Una historia forjada por los pueblos que eligieron estas tierras leonesas para asentarse. Los romanos dejaron su huella pero, serían los visigodos quienes lanzarían la villa hacia un importante periodo de esplendor. En el siglo VI fue sede episcopal hasta la llegada de los musulmanes. Posteriormente, en torno al año 1.100 se empezó a levantar el casco histórico que aún se mantiene a día de hoy, floreciendo de nuevo y atrayendo el comercio.

Trazado medieval

El municipio de Burgo de Osma cuida con mimo su recinto amurallado del siglo XV que impacta por su perfecto estado de conservación, varias puertas dan acceso al interior. El antiguo trazado se encuentra ordenado en torno a la Catedral, uno de los edificios religiosos más importantes de la provincia. El templo, que mezcla de estilos gótico y románico, se levantó en la primera mitad del siglo XIII.

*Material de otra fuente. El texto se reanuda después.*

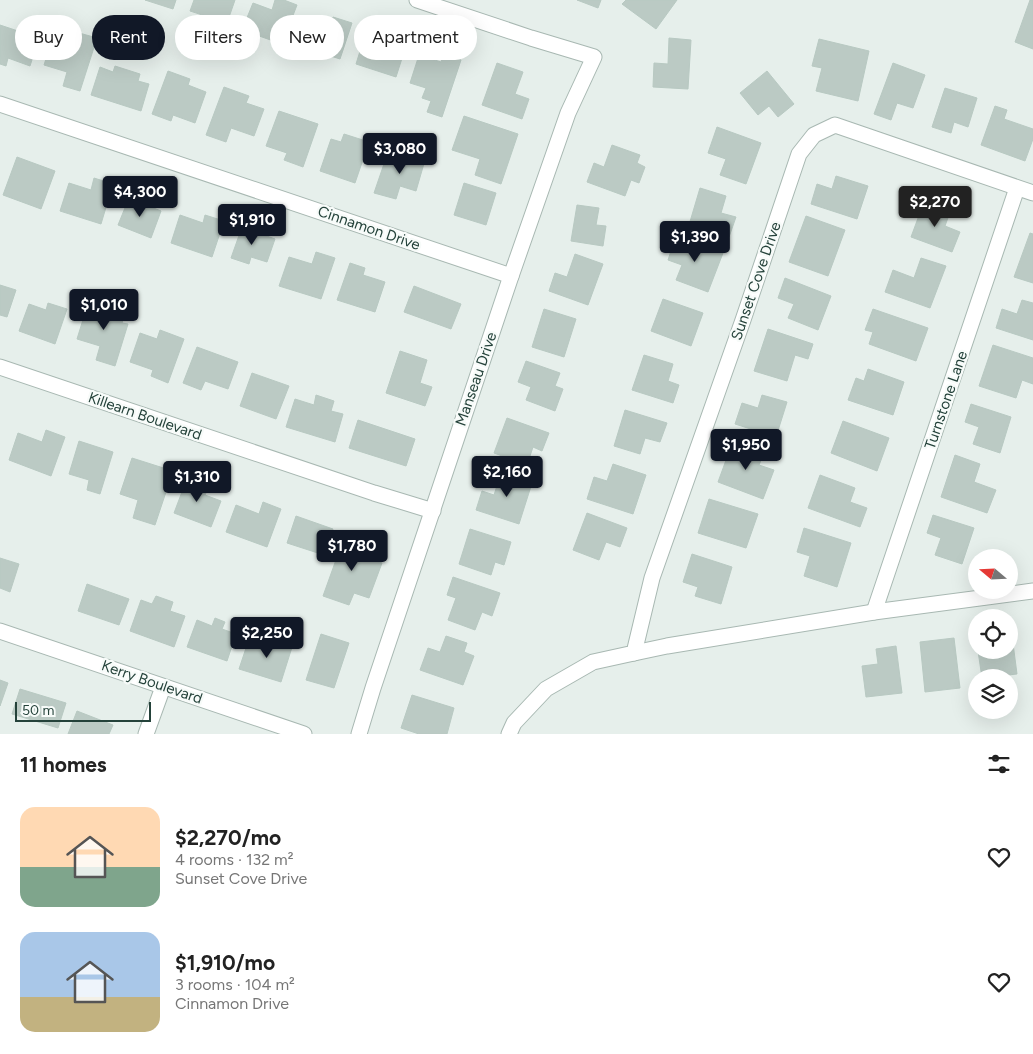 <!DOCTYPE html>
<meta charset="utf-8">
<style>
body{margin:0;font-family:Figtree,sans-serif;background:#f2f2f2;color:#222;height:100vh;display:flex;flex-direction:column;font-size:19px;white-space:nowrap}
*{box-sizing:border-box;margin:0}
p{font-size:16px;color:#767676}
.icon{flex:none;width:28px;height:28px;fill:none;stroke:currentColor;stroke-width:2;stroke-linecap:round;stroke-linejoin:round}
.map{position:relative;height:734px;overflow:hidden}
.panel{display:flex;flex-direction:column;background:#fff;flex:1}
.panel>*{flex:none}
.top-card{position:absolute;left:15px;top:15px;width:500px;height:45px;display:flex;gap:10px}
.needle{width:32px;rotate:289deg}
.buttons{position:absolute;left:968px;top:549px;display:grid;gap:10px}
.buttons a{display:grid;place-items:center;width:50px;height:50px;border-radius:50%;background:#fff;box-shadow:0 5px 20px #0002;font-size:25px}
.scale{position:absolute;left:15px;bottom:12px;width:136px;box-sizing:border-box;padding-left:5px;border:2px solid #24423a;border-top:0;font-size:14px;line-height:18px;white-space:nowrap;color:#24423a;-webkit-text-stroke:4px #f7fbf9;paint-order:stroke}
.price{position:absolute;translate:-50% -42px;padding:0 11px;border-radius:5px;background:#111827;color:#fff;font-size:16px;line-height:32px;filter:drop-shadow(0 1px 2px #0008)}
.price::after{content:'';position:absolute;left:50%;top:30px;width:15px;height:11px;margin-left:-8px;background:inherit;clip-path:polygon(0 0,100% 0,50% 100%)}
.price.on{background:#222;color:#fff}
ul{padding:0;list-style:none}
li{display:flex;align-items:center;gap:15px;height:125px;padding:0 20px}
li span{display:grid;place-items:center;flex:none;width:140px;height:100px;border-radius:15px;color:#555}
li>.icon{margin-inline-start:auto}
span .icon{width:60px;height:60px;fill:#fffc;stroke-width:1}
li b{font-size:21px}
h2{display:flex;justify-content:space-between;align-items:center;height:60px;padding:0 20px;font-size:21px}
.pill{padding:0 18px;border-radius:22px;background:#fff;box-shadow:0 5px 20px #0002;font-size:18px;line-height:45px}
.pill.on{background:#111827;color:#fff}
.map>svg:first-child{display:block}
</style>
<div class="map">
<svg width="1033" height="734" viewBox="0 0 1033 734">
<rect width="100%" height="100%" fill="#e6efeb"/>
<g fill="#bbcac4" stroke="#b8c9c2">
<path d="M 145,0 L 176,0 L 173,9 Z"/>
<path d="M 194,0 L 235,0 L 227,23 L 190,11 Z"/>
<path d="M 275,0 L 284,0 L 297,5 L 282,44 L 242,30 L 253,3 L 272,10 Z"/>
<path d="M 577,0 L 601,0 L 598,8 Z"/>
<path d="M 626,0 L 677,0 L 656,29 L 622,4 Z"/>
<path d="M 1030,0 L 1033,0 L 1033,49 L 1015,42 Z"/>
<path d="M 309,17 L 331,24 L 333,17 L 352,23 L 340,59 L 299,46 Z"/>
<path d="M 0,25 L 39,38 L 30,66 L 8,58 L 6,66 L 0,64 Z"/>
<path d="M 65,29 L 97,38 L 80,91 L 63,86 L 67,72 L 44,65 L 53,37 L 62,40 Z"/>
<path d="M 367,29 L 381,34 L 379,41 L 405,49 L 396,77 L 356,64 Z"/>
<path d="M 669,38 L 691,40 L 688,89 L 653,87 L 654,63 L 668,64 Z"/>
<path d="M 819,39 L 869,51 L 858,101 L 816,91 L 822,68 L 812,66 Z"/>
<path d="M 444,54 L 461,60 L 442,117 L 427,112 L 431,101 L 422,98 L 426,88 L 410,83 L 419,55 L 441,62 Z"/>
<path d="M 497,63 L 523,72 L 515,94 L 529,99 L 522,119 L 482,105 Z"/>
<path d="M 893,63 L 925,75 L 913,108 L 897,103 L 891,120 L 874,114 Z"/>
<path d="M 115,66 L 140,74 L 138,81 L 149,84 L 141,111 L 91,95 L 100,67 L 113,72 Z"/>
<path d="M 168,71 L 190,79 L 188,85 L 206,92 L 195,123 L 173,115 L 171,121 L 152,114 Z"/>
<path d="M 767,71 L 794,104 L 778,117 L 769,106 L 758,115 L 740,93 Z"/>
<path d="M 224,87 L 249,96 L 246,103 L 264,109 L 254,136 L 231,128 L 226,142 L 206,135 Z"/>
<path d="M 945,88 L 977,98 L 968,127 L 954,122 L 951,133 L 932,127 Z"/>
<path d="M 995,106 L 1007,110 L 1004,119 L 1033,129 L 1033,139 L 1025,161 L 981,145 Z"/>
<path d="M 279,111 L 318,124 L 303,167 L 284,160 L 287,153 L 266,146 Z"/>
<path d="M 464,116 L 518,134 L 501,184 L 475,175 L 480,159 L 452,150 Z"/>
<path d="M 717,127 L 761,143 L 746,184 L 720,175 L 726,159 L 708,153 Z"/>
<path d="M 344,134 L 369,142 L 355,183 L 320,171 L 331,139 L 341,142 Z"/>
<path d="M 612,145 L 640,155 L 637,163 L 645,167 L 639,183 L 631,180 L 625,196 L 587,182 L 594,163 L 604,167 Z"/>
<path d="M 402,152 L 425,160 L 416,191 L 400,186 L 396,199 L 374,193 L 386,158 L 399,162 Z"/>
<path d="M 17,157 L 55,171 L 41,209 L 3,195 Z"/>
<path d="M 836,176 L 868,186 L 857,219 L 811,204 L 817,184 L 832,189 Z"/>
<path d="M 94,178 L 113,184 L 101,224 L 60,211 L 69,183 L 91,190 Z"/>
<path d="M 464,183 L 496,193 L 486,225 L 454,215 Z"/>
<path d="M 700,188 L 726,196 L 721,213 L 736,217 L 729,237 L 689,225 Z"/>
<path d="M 129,198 L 161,211 L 151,238 L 118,225 Z"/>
<path d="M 924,202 L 950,212 L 945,226 L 960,232 L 952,252 L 911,237 Z"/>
<path d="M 577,205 L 599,208 L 596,225 L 606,226 L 603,246 L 571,241 Z"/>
<path d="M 180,215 L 203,223 L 205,215 L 224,221 L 212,257 L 171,243 Z"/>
<path d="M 806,216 L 845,230 L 828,276 L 789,262 Z"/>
<path d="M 242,227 L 275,239 L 267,262 L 251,257 L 249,264 L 231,258 Z"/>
<path d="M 1030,233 L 1033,234 L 1033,283 L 1014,277 Z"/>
<path d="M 676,236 L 723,253 L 708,292 L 676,280 L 682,265 L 668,260 Z"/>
<path d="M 316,252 L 335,258 L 321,299 L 279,286 L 289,257 L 312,264 Z"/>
<path d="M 575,254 L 603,264 L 588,305 L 549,291 L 555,273 L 567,277 Z"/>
<path d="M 921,258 L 946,266 L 930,308 L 885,292 L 893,270 L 914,278 Z"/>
<path d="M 350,263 L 365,268 L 363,275 L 385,282 L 375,312 L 337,300 Z"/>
<path d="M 785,278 L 831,296 L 818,330 L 788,318 L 794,304 L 778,298 Z"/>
<path d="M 0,285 L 16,290 L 7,317 L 0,315 Z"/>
<path d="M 414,286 L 461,304 L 451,329 L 404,312 Z"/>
<path d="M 663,299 L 703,313 L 691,346 L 651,331 Z"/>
<path d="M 1022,300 L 1033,303 L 1033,340 L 996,328 L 1002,309 L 1017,314 Z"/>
<path d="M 96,301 L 126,311 L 122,323 L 128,324 L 115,366 L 96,360 L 100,346 L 77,339 L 86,310 L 92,312 Z"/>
<path d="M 48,303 L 67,309 L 55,344 L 19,331 L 29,304 L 46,310 Z"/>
<path d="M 544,309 L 576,319 L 564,357 L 532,347 Z"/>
<path d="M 873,309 L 928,328 L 916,361 L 869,344 L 873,332 L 865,330 Z"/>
<path d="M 768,329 L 813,344 L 808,359 L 795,355 L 787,381 L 754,371 Z"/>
<path d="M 160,330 L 184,339 L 168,383 L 151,376 L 153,370 L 130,362 L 140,333 L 157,339 Z"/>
<path d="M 993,345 L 1033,358 L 1033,384 L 1022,380 L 1016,398 L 979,386 Z"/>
<path d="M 197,347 L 238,362 L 228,389 L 205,381 L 201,390 L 183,383 Z"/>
<path d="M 400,351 L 427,360 L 420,383 L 432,387 L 425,406 L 386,393 Z"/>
<path d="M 644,355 L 673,364 L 668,381 L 679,385 L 673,403 L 632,390 Z"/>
<path d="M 526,361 L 560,373 L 555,386 L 563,389 L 555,411 L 526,400 L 531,387 L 518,382 Z"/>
<path d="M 868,369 L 904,382 L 893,415 L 848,400 L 856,378 L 864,381 Z"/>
<path d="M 252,373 L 289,386 L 276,419 L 240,406 Z"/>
<path d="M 316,395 L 334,401 L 331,411 L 343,414 L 335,442 L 286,427 L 295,399 L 314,405 Z"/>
<path d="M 762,395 L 787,402 L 776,437 L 735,424 L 742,403 L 758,408 Z"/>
<path d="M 971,404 L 1011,417 L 1000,453 L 973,444 L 979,427 L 965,422 Z"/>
<path d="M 625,410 L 667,423 L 660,442 L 645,438 L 640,454 L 614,446 Z"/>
<path d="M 507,418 L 549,433 L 542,451 L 533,447 L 527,465 L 494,453 Z"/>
<path d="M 358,420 L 415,439 L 406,466 L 349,448 Z"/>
<path d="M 843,421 L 889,438 L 877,471 L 831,453 Z"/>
<path d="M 46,430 L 65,437 L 51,476 L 9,460 L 18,433 L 42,442 Z"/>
<path d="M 79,441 L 113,452 L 100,494 L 87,490 L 89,480 L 69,474 Z"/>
<path d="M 733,441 L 764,453 L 759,465 L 774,470 L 763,499 L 718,482 Z"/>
<path d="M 955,455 L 980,464 L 974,482 L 996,490 L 987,513 L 941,497 Z"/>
<path d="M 132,458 L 173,471 L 155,525 L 133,518 L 138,500 L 120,494 Z"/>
<path d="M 613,464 L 646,475 L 633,514 L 587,499 L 594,477 L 607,481 Z"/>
<path d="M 502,470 L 533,480 L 519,524 L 476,510 L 482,491 L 494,495 Z"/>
<path d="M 820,475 L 855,488 L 850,502 L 867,508 L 860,527 L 808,508 Z"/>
<path d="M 188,476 L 210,484 L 205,495 L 221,501 L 211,527 L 174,513 Z"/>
<path d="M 709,499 L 758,514 L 746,548 L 698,533 Z"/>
<path d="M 263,502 L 281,509 L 267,547 L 226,532 L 236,505 L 259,514 Z"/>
<path d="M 587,513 L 627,528 L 620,547 L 606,542 L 599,560 L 573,550 Z"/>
<path d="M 933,515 L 974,528 L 962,564 L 935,555 L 941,538 L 927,533 Z"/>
<path d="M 296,516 L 333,529 L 324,555 L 287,543 Z"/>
<path d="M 804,528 L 851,543 L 837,587 L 804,576 L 810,556 L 797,552 Z"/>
<path d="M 470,529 L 511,542 L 504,565 L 495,562 L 491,575 L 459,564 Z"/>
<path d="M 346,532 L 365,539 L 360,555 L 382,563 L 369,598 L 354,593 L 349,605 L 323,596 Z"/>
<path d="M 692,554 L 732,567 L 721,604 L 695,596 L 698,587 L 683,582 Z"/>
<path d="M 0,558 L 19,564 L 10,592 L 0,588 Z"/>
<path d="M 453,577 L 500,593 L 492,616 L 482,612 L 475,630 L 448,620 L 456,598 L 447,595 Z"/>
<path d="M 87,584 L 129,599 L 119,625 L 78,611 Z"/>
<path d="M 156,596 L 173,602 L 170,611 L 185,616 L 174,647 L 130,631 L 141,600 L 152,604 Z"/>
<path d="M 215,618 L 225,622 L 222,629 L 236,634 L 227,661 L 187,647 L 197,620 L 212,626 Z"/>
<path d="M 1009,628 L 1011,628 L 1017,674 L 982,678 L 978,651 L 1009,650 Z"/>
<path d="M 321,634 L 349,643 L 334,688 L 306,680 Z"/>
<path d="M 446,636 L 467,643 L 464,652 L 474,656 L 463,685 L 420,670 L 428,648 L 440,652 Z"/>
<path d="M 276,638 L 293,644 L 281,682 L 239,669 L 249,639 L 273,647 Z"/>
<path d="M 954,638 L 960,688 L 925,692 L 920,642 Z"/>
<path d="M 896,646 L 902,693 L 866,697 L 862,666 L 878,664 L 876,649 Z"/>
<path d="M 0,680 L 8,683 L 0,706 Z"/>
<path d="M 20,689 L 66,703 L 58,728 L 12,714 Z"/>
<path d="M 412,695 L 454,708 L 447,734 L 419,734 L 401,728 Z"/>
<path d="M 77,711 L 113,725 L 109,734 L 68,734 Z"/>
</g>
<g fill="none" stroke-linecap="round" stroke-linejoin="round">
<defs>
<g id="minor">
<path d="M 0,104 L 511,276"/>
<path d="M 0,367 L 374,493 L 433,511"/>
<path d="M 874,612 L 1017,188"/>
<path d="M 0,631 L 304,734"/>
<path d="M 634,653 L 667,646 L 874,612 L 1033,591"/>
<path d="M 146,734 L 163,687"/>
<path d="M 359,734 L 373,688 L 511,276 L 568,113 L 594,57 L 531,38 L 417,0"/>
<path d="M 509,734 L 514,723 L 546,689 L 593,662 L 634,653 L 652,578 L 743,320 L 799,154 L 814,135 L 835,125 L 1033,193"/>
</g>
</defs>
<use href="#minor" stroke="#a8b8b2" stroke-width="17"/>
<use href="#minor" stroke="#fff" stroke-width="15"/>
</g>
<g text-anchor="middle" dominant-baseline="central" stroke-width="4.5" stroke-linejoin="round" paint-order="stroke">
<g font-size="15" fill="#24423a" stroke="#f7fbf9">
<text transform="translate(369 228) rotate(19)">Cinnamon Drive</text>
<text transform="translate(756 281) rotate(-71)">Sunset Cove Drive</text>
<text transform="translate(476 379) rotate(-71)">Manseau Drive</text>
<text transform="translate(946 400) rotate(-71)">Turnstone Lane</text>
<text transform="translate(145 416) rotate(19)">Killearn Boulevard</text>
<text transform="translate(152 682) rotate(19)">Kerry Boulevard</text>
</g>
</g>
</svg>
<div class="buttons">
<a><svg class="needle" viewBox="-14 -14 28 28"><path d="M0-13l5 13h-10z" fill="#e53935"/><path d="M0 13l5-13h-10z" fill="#767676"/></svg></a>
<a><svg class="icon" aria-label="locate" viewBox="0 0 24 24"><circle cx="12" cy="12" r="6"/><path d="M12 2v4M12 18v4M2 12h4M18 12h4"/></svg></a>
<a><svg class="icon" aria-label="layers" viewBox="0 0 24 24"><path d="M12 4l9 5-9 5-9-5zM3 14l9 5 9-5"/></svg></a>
</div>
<div class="scale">50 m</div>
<b class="price" style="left:400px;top:175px">$3,080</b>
<b class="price" style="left:140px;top:218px">$4,300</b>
<b class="price on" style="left:935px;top:228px">$2,270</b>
<b class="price" style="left:252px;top:246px">$1,910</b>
<b class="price" style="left:695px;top:263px">$1,390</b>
<b class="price" style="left:104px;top:331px">$1,010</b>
<b class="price" style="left:746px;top:471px">$1,950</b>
<b class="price" style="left:507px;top:498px">$2,160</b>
<b class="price" style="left:197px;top:503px">$1,310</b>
<b class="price" style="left:352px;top:572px">$1,780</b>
<b class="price" style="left:267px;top:659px">$2,250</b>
<div class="top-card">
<a class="pill">Buy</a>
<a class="pill on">Rent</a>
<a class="pill">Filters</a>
<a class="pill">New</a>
<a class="pill">Apartment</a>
</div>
</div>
<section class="panel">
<h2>11 homes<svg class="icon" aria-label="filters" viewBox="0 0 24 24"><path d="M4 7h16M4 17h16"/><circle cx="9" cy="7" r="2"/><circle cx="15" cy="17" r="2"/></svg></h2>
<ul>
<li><span style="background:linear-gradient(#ffd9b3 60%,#7fa58c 0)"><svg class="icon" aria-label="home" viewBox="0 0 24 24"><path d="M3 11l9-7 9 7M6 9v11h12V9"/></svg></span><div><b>$2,270/mo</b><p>4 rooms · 132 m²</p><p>Sunset Cove Drive</p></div><svg class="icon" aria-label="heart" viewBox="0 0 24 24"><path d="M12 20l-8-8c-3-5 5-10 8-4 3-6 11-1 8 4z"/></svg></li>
<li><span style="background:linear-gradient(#a9c7e8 65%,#c2b280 0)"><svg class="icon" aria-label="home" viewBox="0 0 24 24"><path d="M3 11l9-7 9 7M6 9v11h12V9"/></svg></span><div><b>$1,910/mo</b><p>3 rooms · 104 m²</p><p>Cinnamon Drive</p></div><svg class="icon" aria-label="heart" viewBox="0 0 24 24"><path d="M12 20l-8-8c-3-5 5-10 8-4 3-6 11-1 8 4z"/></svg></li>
</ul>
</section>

Junto al Palacio Espiscopal nace la Calle Mayor, arteria principal del casco antiguo y una de las imágenes típicas de la localidad. Yace flanqueada por antiguas casas y palacetes que se sustentan sobre soportales con columnas de piedra. Conduce directamente a la Plaza Mayor, un rincón distendido y ameno de bella factura. Allí se alza el Ayuntamiento y el hospital de San Agustín, ambos construidos en el siglo XVIII.

Junto a la localidad discurre el cauce del río Ucero y sobre él aún se conserva el puente romano. Todo ello vigilado por el antiguo Castillo de Osma, que domina el horizonte desde una de las colinas cercanas, una obra levantada en el medievo como recurso defensivo y herramienta para vigilar la llanura.

Entorno y gastronomía

A menos de 20 kilómetros de distancia se ubica el Parque Natural del Cañón de Río Lobos, una maravilla de la naturaleza donde disfrutar de bellos paisajes, rutas de senderismo, grutas y acantilados que albergan fascinantes especies animales, sobre todo aves.

Tan bello es el entorno como deliciosos son los platos tradicionales que allí se pueden degustar. Se sigue practicando la matanza y los productos derivados del cerdo como embutidos y carnes son los más destacados. Sin olvidar la caza y el cordero, que se cocina en caldereta o asado. Las alubias y el cocido castellano hacen las delicias de los paladares más tradicionales mientras diferentes tipos de seta buscan su sitio en recetas de temporada.